-- Goal of the exercise --
Report all lines in the records that hold the string "Προμηθέως".

[The data Boundary: Start]

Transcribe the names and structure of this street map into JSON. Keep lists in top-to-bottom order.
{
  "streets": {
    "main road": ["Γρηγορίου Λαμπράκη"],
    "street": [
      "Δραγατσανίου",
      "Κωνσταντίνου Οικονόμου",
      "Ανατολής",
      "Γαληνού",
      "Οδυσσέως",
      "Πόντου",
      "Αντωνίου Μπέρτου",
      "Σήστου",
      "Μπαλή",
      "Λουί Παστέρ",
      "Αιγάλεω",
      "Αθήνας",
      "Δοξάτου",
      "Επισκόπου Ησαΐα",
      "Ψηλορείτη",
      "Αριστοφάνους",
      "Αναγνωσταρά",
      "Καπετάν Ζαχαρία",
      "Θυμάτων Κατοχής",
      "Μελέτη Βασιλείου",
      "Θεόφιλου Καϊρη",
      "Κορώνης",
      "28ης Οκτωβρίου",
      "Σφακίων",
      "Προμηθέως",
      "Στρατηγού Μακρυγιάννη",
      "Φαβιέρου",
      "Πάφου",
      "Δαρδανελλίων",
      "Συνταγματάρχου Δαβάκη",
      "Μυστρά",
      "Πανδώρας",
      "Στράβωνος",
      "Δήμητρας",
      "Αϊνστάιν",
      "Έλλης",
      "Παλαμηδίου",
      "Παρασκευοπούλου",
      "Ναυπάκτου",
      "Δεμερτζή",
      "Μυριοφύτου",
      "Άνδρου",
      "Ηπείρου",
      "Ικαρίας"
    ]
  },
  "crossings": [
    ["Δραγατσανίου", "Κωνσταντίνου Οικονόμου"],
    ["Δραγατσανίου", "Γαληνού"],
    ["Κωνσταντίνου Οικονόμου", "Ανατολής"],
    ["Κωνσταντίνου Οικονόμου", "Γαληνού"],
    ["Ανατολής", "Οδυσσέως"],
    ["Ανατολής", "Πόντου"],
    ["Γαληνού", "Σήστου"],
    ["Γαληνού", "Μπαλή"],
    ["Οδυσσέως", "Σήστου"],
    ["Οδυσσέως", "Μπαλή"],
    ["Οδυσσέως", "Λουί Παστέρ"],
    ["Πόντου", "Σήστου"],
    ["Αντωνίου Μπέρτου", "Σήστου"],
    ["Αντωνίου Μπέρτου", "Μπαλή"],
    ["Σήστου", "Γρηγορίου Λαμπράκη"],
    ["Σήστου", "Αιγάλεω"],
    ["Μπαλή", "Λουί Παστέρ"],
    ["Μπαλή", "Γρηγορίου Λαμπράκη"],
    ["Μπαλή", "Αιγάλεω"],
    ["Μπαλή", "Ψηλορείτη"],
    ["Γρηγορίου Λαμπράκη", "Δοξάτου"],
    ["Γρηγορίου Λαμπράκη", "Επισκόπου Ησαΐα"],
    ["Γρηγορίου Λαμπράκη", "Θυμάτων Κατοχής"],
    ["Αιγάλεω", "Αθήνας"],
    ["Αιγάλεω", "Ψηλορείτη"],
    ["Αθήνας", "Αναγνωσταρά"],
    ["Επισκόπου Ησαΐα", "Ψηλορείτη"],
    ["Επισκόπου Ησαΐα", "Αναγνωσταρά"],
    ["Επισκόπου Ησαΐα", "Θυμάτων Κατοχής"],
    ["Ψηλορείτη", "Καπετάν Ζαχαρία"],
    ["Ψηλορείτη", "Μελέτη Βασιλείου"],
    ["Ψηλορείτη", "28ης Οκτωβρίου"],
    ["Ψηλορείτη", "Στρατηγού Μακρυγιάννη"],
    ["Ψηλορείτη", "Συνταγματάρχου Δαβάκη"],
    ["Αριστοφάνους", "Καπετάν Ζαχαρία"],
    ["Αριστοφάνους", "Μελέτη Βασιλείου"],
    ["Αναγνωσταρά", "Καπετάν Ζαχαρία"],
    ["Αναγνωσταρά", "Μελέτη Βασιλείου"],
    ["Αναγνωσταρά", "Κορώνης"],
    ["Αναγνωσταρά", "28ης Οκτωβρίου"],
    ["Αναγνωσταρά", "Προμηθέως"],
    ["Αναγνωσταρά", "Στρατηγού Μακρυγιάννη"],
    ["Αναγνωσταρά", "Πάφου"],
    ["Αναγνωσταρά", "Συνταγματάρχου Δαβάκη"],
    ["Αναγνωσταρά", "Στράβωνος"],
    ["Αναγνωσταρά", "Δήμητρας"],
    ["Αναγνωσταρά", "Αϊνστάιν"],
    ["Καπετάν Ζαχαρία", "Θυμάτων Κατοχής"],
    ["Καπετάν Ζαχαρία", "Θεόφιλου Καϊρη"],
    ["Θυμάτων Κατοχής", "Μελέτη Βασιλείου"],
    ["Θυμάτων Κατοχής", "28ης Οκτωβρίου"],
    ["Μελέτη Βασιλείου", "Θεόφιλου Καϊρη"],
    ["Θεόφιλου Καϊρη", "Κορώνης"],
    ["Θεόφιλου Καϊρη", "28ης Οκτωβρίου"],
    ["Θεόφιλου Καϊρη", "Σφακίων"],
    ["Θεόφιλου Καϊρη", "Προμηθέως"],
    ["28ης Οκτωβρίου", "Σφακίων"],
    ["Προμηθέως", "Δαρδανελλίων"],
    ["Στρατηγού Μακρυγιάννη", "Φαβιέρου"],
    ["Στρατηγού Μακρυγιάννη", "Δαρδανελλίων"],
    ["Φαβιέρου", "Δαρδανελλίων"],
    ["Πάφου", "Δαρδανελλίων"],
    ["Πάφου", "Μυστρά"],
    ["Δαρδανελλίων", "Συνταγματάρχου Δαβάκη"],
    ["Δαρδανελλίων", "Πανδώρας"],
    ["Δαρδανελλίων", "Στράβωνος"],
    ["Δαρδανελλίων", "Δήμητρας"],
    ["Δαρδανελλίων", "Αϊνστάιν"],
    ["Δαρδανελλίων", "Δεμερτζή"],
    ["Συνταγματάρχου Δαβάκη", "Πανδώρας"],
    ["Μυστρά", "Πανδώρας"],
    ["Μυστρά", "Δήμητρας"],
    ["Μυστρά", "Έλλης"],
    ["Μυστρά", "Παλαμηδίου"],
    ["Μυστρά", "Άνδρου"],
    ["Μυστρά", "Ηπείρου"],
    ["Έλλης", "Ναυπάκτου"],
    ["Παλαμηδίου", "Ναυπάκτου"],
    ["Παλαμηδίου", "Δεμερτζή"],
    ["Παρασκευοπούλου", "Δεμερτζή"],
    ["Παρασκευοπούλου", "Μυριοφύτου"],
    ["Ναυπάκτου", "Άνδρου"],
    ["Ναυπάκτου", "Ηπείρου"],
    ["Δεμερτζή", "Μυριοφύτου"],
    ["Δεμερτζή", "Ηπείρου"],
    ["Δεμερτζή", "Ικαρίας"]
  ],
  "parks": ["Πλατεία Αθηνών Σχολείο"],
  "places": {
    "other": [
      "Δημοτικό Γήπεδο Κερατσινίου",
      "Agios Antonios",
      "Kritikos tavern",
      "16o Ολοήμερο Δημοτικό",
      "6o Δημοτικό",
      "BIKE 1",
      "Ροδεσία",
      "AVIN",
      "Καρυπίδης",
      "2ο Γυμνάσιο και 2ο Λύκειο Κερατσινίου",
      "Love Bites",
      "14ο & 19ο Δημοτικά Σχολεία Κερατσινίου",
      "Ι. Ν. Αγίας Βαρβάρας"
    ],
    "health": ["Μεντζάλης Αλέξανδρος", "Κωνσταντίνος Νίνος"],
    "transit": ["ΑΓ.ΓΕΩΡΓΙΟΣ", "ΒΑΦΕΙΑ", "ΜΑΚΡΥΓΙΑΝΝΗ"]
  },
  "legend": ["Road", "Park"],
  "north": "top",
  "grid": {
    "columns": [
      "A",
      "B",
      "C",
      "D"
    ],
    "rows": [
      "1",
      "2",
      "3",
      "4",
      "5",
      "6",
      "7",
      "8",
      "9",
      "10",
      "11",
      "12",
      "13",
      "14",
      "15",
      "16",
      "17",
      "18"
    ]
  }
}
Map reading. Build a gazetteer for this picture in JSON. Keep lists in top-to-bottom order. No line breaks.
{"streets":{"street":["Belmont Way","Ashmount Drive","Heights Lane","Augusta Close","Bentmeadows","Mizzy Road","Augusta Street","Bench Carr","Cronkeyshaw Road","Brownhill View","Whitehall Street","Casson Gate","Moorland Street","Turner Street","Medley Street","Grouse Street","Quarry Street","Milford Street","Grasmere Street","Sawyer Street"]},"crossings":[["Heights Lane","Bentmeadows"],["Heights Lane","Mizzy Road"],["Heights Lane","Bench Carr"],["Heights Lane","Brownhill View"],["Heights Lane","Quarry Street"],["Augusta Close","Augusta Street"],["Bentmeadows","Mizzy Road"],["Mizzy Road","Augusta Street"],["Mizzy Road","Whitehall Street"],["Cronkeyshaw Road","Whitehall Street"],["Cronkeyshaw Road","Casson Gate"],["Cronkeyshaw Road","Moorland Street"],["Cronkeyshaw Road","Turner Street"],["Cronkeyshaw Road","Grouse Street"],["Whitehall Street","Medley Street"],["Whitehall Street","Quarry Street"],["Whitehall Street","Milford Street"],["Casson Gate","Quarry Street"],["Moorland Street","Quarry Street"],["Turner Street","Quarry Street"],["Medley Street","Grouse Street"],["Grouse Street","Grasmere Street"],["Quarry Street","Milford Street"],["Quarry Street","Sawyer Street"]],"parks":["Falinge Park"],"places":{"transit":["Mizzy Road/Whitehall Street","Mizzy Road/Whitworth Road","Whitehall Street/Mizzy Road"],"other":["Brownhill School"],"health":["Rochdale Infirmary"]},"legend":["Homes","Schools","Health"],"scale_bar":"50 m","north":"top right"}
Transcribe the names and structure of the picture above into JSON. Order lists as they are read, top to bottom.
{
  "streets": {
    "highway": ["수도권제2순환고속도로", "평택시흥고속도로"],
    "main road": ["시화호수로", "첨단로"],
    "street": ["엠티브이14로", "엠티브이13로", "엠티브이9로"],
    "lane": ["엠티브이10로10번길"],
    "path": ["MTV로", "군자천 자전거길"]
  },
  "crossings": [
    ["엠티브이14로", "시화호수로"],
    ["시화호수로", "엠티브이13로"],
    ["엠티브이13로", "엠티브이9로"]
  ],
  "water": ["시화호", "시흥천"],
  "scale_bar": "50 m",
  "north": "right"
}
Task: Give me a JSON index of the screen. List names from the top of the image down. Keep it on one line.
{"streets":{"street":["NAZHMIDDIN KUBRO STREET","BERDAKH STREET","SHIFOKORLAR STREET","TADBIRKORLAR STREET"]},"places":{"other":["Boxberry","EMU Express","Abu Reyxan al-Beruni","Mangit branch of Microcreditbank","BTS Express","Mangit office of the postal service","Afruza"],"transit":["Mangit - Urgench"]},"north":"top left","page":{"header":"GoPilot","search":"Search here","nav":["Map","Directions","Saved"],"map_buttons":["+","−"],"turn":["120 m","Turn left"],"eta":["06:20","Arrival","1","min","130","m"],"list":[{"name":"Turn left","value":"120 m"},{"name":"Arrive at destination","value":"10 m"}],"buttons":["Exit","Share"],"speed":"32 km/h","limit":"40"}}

[The data Boundary: End]

-- Exercise solution --
      "Προμηθέως",
    ["Αναγνωσταρά", "Προμηθέως"],
    ["Θεόφιλου Καϊρη", "Προμηθέως"],
    ["Προμηθέως", "Δαρδανελλίων"],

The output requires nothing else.